■ **ACTIVITY**: Restate only the tail of the data below, starting at the line that contains "Task: Give me" and including the last line, word for word.

#### RECORDS FOR THIS EXERCISE

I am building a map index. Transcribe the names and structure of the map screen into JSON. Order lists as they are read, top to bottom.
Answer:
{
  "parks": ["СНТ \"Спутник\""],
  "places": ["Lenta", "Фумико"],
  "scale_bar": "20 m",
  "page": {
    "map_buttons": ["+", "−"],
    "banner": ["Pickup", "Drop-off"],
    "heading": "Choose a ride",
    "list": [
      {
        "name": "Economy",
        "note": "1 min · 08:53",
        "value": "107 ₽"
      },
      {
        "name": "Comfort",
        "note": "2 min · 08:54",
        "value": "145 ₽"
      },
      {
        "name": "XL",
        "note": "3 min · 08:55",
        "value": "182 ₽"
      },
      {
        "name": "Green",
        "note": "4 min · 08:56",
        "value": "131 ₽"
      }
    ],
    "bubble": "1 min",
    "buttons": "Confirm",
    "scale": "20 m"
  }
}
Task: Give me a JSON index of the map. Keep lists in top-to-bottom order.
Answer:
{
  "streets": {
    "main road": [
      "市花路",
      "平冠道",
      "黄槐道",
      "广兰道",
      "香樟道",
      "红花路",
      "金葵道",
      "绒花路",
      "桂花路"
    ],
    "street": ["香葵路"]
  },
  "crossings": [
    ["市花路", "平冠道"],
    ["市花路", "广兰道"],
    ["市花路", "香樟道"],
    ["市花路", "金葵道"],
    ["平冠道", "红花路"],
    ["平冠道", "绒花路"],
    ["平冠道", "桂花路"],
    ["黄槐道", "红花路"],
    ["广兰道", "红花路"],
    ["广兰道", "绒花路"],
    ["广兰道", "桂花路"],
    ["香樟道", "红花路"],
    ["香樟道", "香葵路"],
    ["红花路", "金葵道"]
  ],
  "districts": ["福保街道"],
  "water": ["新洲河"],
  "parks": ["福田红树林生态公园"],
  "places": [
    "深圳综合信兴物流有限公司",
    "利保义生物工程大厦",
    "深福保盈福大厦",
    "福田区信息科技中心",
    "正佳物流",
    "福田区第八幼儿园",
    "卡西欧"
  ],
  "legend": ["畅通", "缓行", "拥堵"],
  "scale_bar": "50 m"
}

########

■ **RESULT FOR THIS EXERCISE**:
Task: Give me a JSON index of the map. Keep lists in top-to-bottom order.
Answer:
{
  "streets": {
    "main road": [
      "市花路",
      "平冠道",
      "黄槐道",
      "广兰道",
      "香樟道",
      "红花路",
      "金葵道",
      "绒花路",
      "桂花路"
    ],
    "street": ["香葵路"]
  },
  "crossings": [
    ["市花路", "平冠道"],
    ["市花路", "广兰道"],
    ["市花路", "香樟道"],
    ["市花路", "金葵道"],
    ["平冠道", "红花路"],
    ["平冠道", "绒花路"],
    ["平冠道", "桂花路"],
    ["黄槐道", "红花路"],
    ["广兰道", "红花路"],
    ["广兰道", "绒花路"],
    ["广兰道", "桂花路"],
    ["香樟道", "红花路"],
    ["香樟道", "香葵路"],
    ["红花路", "金葵道"]
  ],
  "districts": ["福保街道"],
  "water": ["新洲河"],
  "parks": ["福田红树林生态公园"],
  "places": [
    "深圳综合信兴物流有限公司",
    "利保义生物工程大厦",
    "深福保盈福大厦",
    "福田区信息科技中心",
    "正佳物流",
    "福田区第八幼儿园",
    "卡西欧"
  ],
  "legend": ["畅通", "缓行", "拥堵"],
  "scale_bar": "50 m"
}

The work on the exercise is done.